The impact of the these three performance settings will depend on the characteristics of the application. Code that spends time in floating-point computation tends to show the most sensitivity to the settings used for the target.

Target Architectures for SPARC Processors

The default -xtarget=generic option should be appropriate for most situations. The compiler will generate a 32-bit binary that uses the SPARC V8 instruction set or a 64-bit binary that uses the SPARC V9 instruction set. The most common situation where a different setting might be required would be with code doing a significant number of floating-point computations. Here, use of the hardware floating-point multiply-accumulate (FMA or FMAC) instructions would be effective.

The SPARC64 line of processors supports FMA instructions. These instructions combine a floating-point multiply and a floating-point addition (or subtraction) into a single operation. An FMA instruction typically takes the same number of cycles to complete as either a floating point addition or a floating-point multiplication, so the performance gain from using these instructions can be significant. However, it is possible that the results from an application compiled to use FMA instructions may be different than the same application compiled to not use these instructions.

An FMAC instruction performs the following operation, called a “fused multipy-accumulate”:

Result = ROUND( (value1 * value2) + value3)


Here ROUND indicates that the value is rounded to the nearest representable floating-point number when it is stored into the result.

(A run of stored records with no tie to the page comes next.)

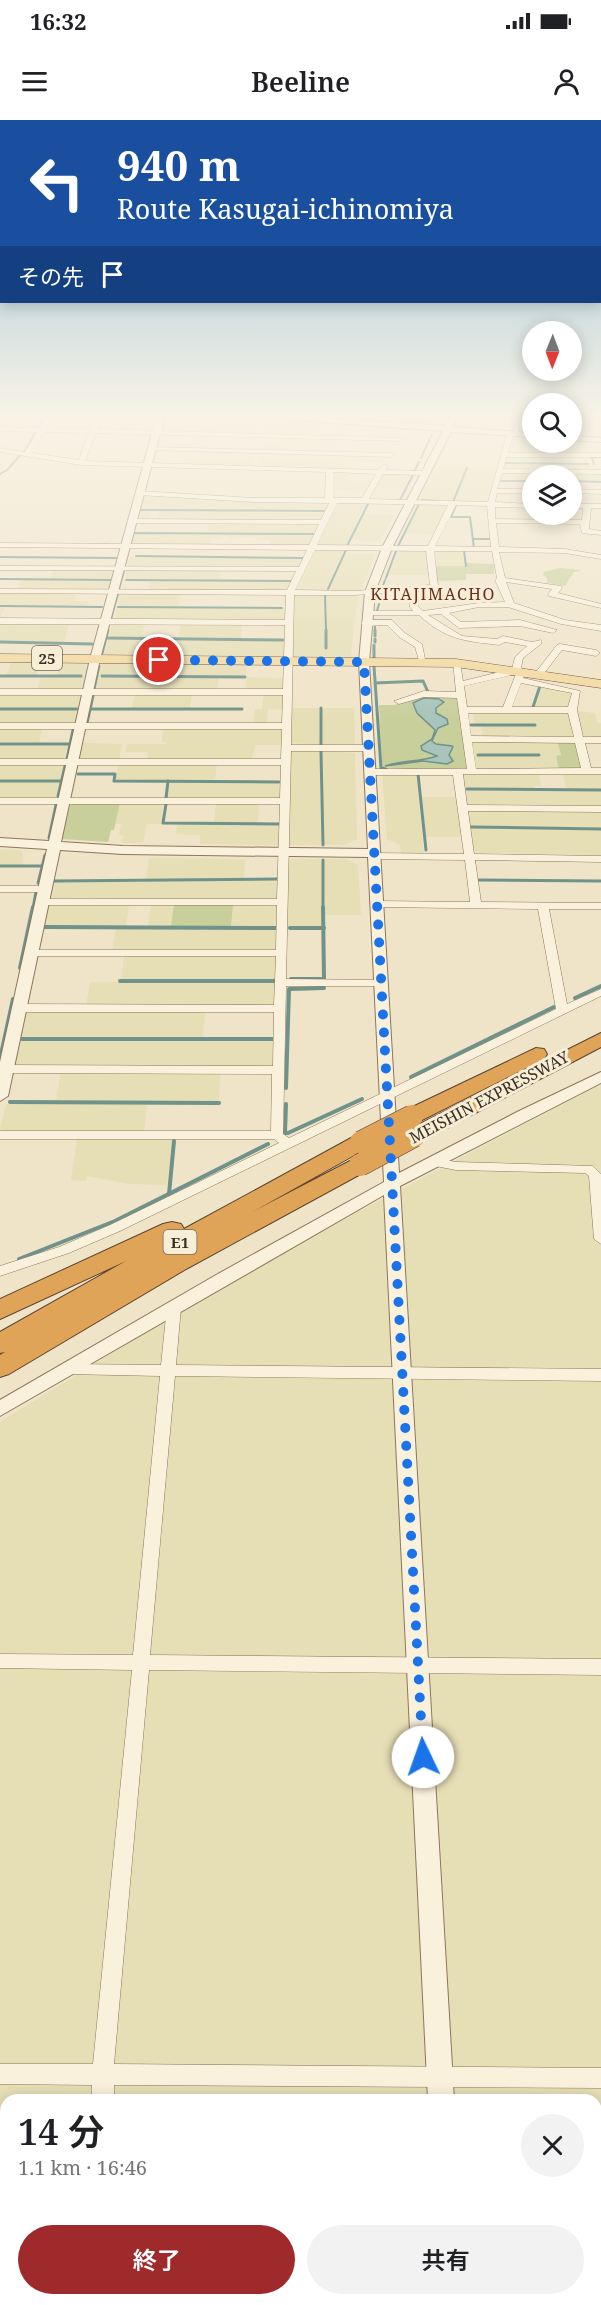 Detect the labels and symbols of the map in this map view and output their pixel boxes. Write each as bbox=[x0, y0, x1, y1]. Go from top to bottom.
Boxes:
north arrow bbox=[522, 321, 582, 381]
district label: KITAJIMACHO bbox=[370, 583, 496, 605]
pin bbox=[133, 634, 184, 685]
road number: 25 bbox=[32, 646, 62, 670]
street label: MEISHIN EXPRESSWAY bbox=[405, 1045, 574, 1149]
road number: E1 bbox=[164, 1230, 196, 1254]
position arrow bbox=[391, 1725, 455, 1789]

This single FMAC instruction replaces the following two instructions:

    tmp = ROUND(value1 * value2) 
Result = ROUND(tmp + value3)

Notice that the two-instruction version has two round operations, and this difference can result in a difference in the least significant bits of the calculated result.

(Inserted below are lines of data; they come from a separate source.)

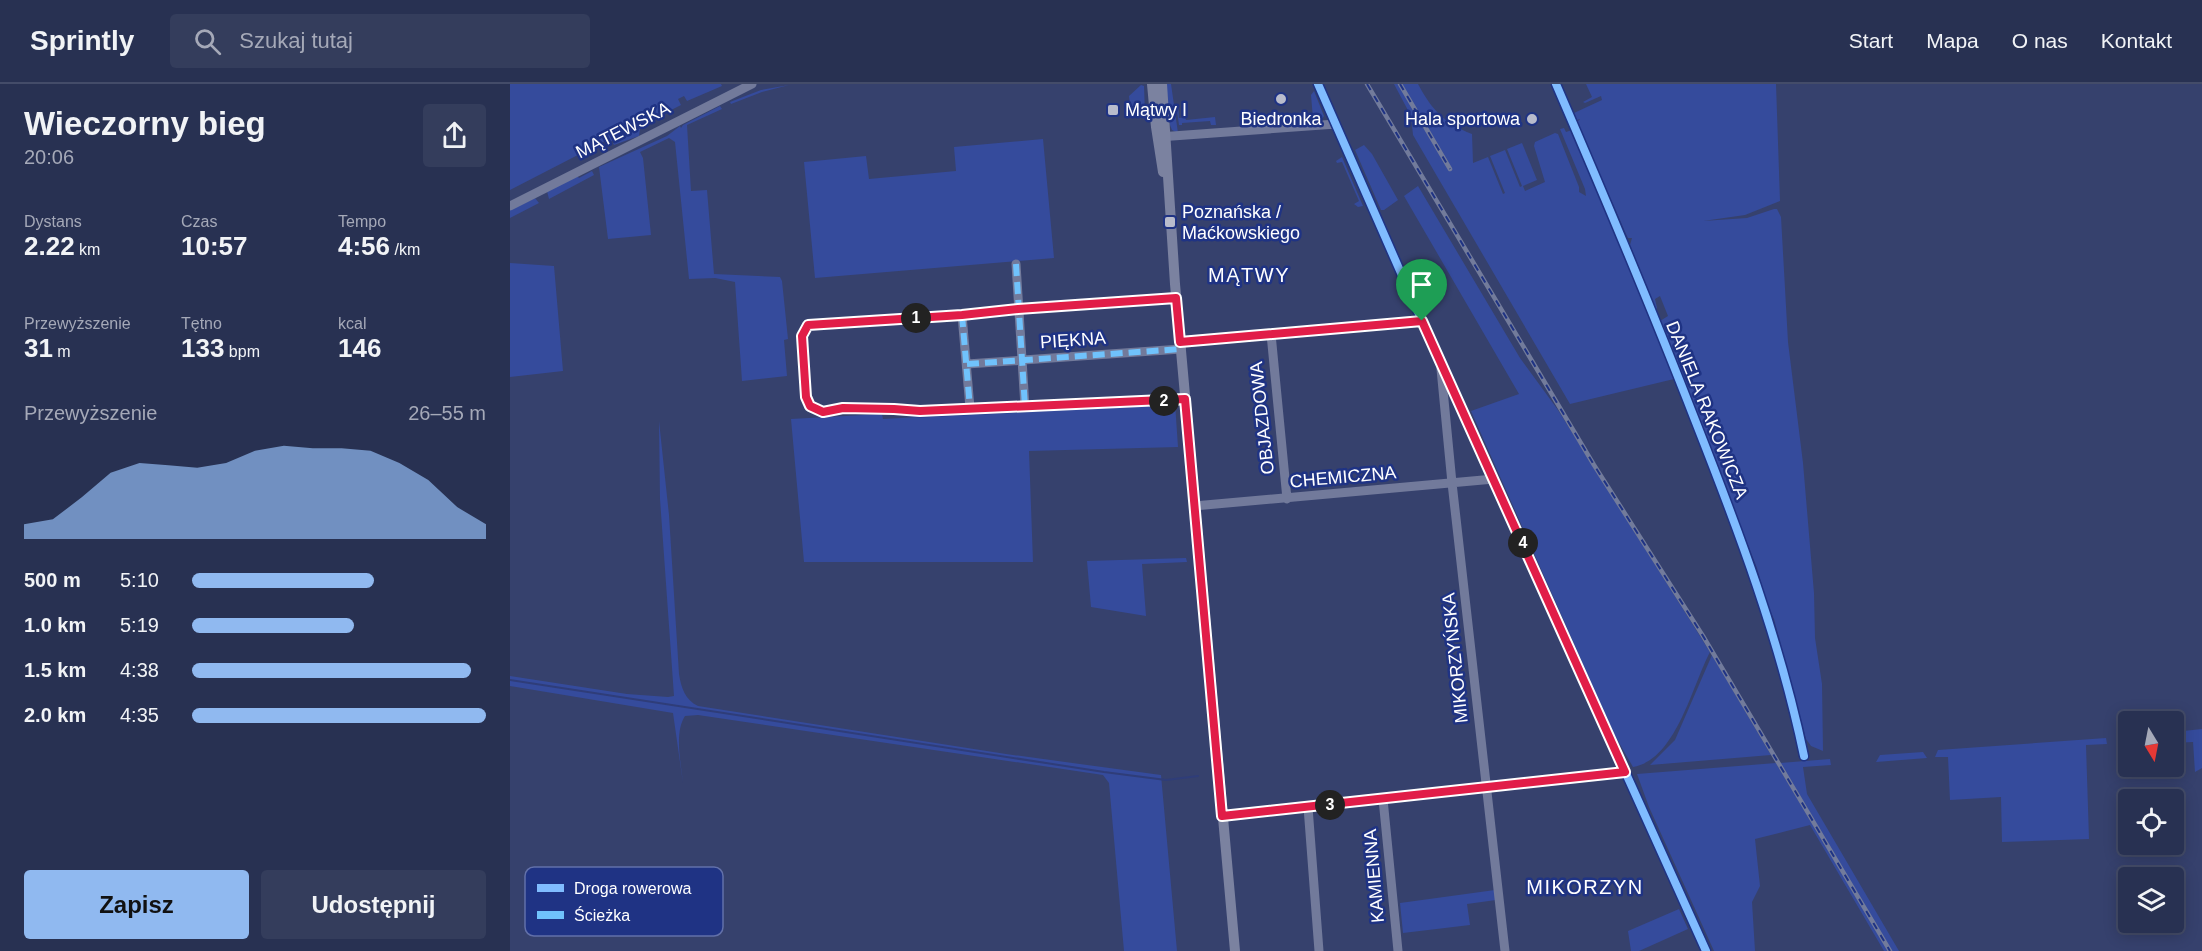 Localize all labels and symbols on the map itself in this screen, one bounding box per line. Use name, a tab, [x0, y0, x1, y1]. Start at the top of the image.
marker: Biedronka	[1274, 92, 1288, 106]
street label: MĄTEWSKA	[573, 98, 673, 162]
place label: Mątwy I	[1125, 100, 1187, 120]
marker: Mątwy I	[1106, 103, 1120, 117]
place label: Biedronka	[1240, 109, 1323, 129]
place label: Hala sportowa	[1405, 109, 1521, 129]
marker: Hala sportowa	[1525, 112, 1539, 126]
place label: Poznańska / Maćkowskiego	[1182, 202, 1300, 243]
marker: Poznańska / Maćkowskiego	[1163, 215, 1177, 229]
pin	[1396, 259, 1447, 321]
district label: MĄTWY	[1208, 264, 1290, 286]
pin: 1	[901, 303, 931, 333]
street label: DANIELA RAKOWICZA	[1662, 318, 1752, 502]
street label: PIĘKNA	[1039, 328, 1107, 352]
street label: OBJAZDOWA	[1246, 361, 1278, 475]
pin: 2	[1149, 386, 1179, 416]
street label: CHEMICZNA	[1289, 462, 1397, 492]
pin: 4	[1508, 528, 1538, 558]
street label: MIKORZYŃSKA	[1438, 592, 1472, 724]
north arrow	[2118, 711, 2184, 777]
pin: 3	[1315, 790, 1345, 820]
street label: KAMIENNA	[1360, 828, 1388, 924]
legend	[525, 867, 723, 936]
district label: MIKORZYN	[1526, 876, 1644, 898]
text: Droga rowerowa	[574, 880, 691, 897]
text: Ścieżka	[574, 906, 630, 924]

To generate FMA instructions, the binary needs to be compiled with two flags: one to specify an architecture that supports the FMA instructions and another to tell the compiler that it is acceptable to use these instructions:

-xarch=sparcfmaf -fma=fused


Alternatively, the flags -xtarget=sparc64vi -fma=fused will enable the generation of the FMA instruction and will also tell the compiler to assume the characteristics of the SPARC64 VI processor when compiling the code. This will produce optimal code for the SPARC64 VI platform. Code compiled to contain FMA instructions will not run on platforms that do not support the instructions.

Specifying the Target Processor for the x86/x64 Processor Family

By default, the compiler targets a 32-bit generic x86-based processor, so the code will run on any x86 processor from a Pentium Pro up to an AMD Opteron architecture. While this produces code that can run over the widest range of processors, it does not take advantage of the extensions offered by the latest processors. Most currently available x86 processors have the SSE2 instruction set extensions. To take advantage of these instructions, the flag -xarch=sse2 should be used. However, the compiler may not recognize all opportunities to use these instructions unless the vectorization flag -xvector=simd is also used.

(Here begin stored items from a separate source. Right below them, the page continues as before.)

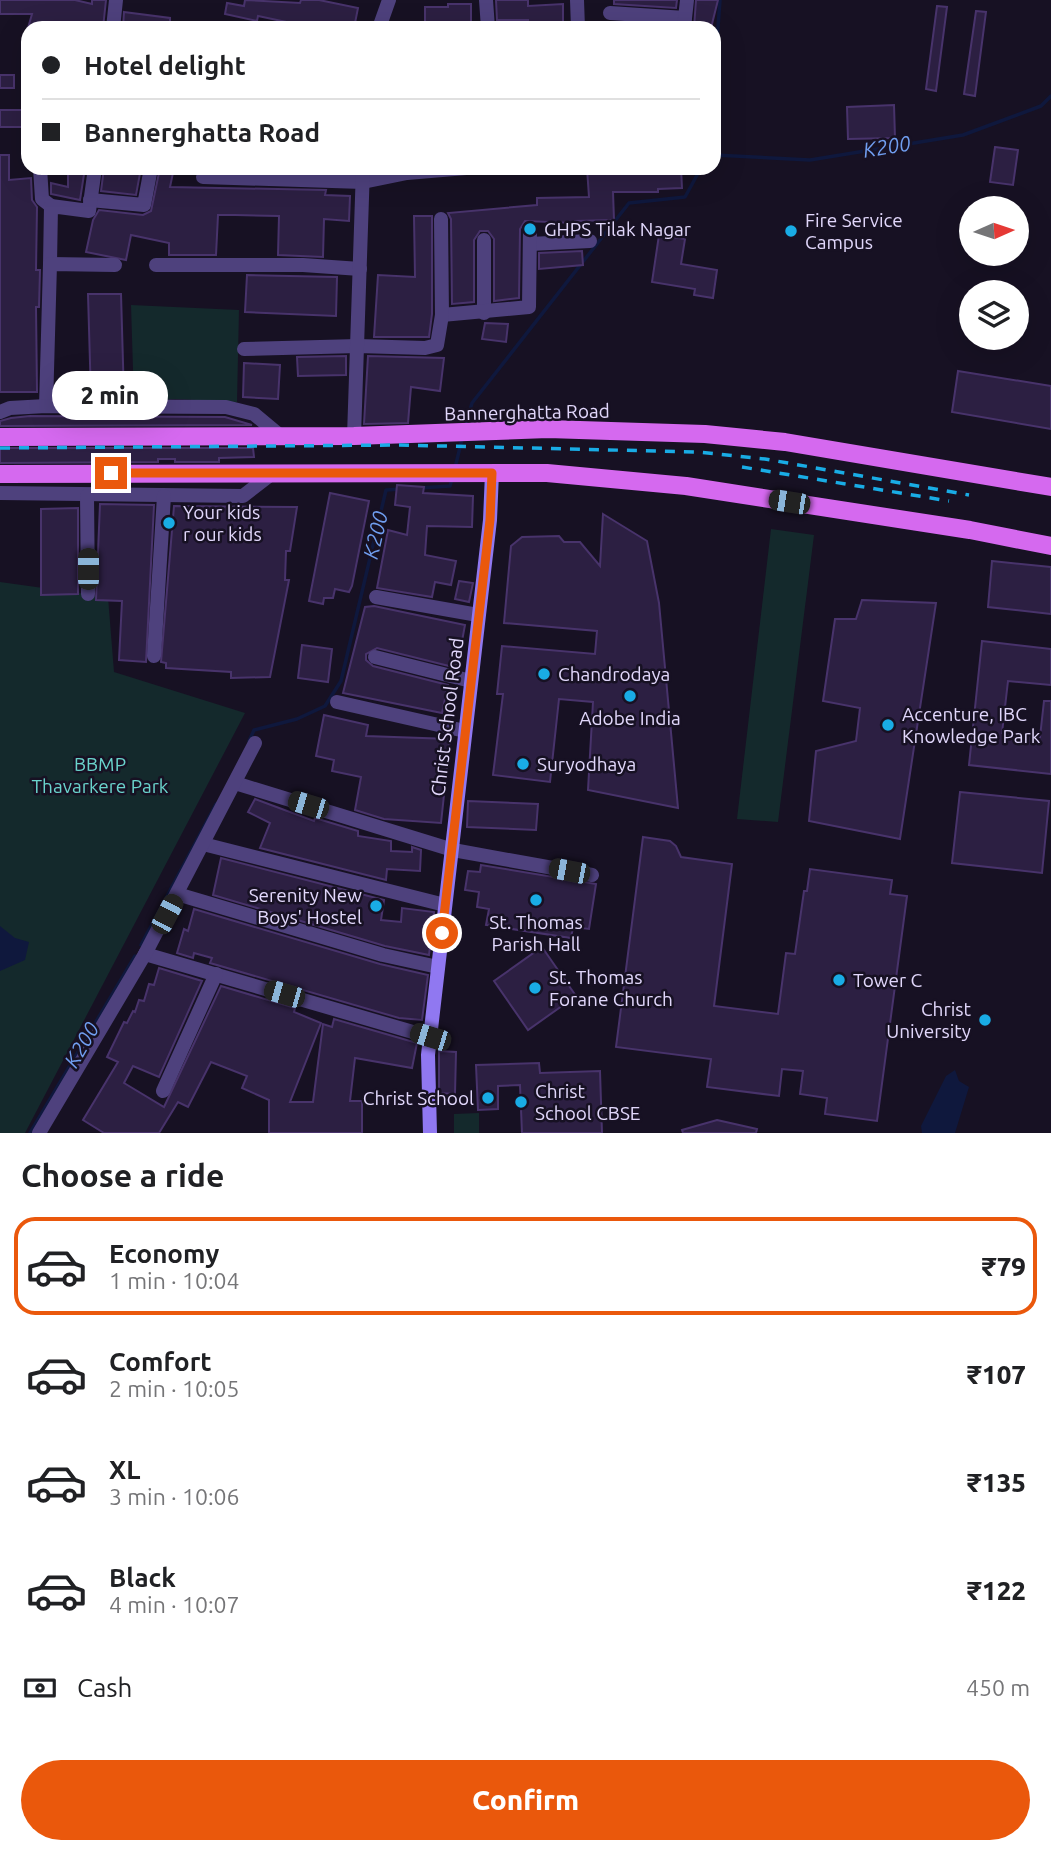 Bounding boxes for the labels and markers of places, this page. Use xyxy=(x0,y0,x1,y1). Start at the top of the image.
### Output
place label: Fire Service Campus xyxy=(805,209,903,253)
place label: GHPS Tilak Nagar xyxy=(544,218,691,240)
marker: GHPS Tilak Nagar xyxy=(522,221,538,237)
marker: Fire Service Campus xyxy=(783,223,799,239)
place label: Your kids r our kids xyxy=(183,501,262,545)
marker: Your kids r our kids xyxy=(161,515,177,531)
place label: Chandrodaya xyxy=(558,663,670,685)
marker: Chandrodaya xyxy=(536,666,552,682)
marker: Adobe India xyxy=(622,688,638,704)
place label: Accenture, IBC Knowledge Park xyxy=(902,703,1041,747)
place label: Adobe India xyxy=(579,707,681,729)
marker: Accenture, IBC Knowledge Park xyxy=(880,717,896,733)
place label: Suryodhaya xyxy=(537,753,636,775)
marker: Suryodhaya xyxy=(515,756,531,772)
place label: Serenity New Boys' Hostel xyxy=(249,884,362,928)
marker: St. Thomas Parish Hall xyxy=(528,892,544,908)
marker: Serenity New Boys' Hostel xyxy=(368,898,384,914)
place label: St. Thomas Parish Hall xyxy=(489,911,583,955)
place label: St. Thomas Forane Church xyxy=(549,966,673,1010)
place label: Tower C xyxy=(853,969,923,991)
marker: Tower C xyxy=(831,972,847,988)
marker: St. Thomas Forane Church xyxy=(527,980,543,996)
place label: Christ University xyxy=(886,998,972,1042)
marker: Christ University xyxy=(977,1012,993,1028)
place label: Christ School CBSE xyxy=(535,1080,641,1124)
place label: Christ School xyxy=(363,1087,474,1109)
marker: Christ School xyxy=(480,1090,496,1106)
marker: Christ School CBSE xyxy=(513,1094,529,1110)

So, for x86/x64 processors, compile with at least the following:

-xarch=sse2 -xvector=simd

Summary of Target Settings for Various Address Spaces and Architectures

The following tables summarize the options to use for various processors and architectures.
 

Address Space

SPARC

SPARC64

32-bit

-xtarget=generic -m32

-xtarget=sparc64vi -m32 -fma=fused

64-bit

-xtarget=generic -m64

-xtarget=sparc64vi -m64 -fma=fused


 

Address Space

x86

x64/sse2

32-bit

-xtarget=generic -m32

-xtarget=generic -xarch=sse2 -m32 
-xvector=simd

64-bit

-xtarget=generic -xarch=sse2 -m64 -xvector=simd


Optimizing and Debugging

Compiling with an optimization flag alters three important characteristics: the run time of the compiled application, the length of time the compilation takes, and the amount of debugging that is possible with the final binary. In general, the higher the level of optimization, the faster the application runs (and the longer it takes to compile) and the less debugging information is available. However, the particular impact of optimization levels will vary from application to application.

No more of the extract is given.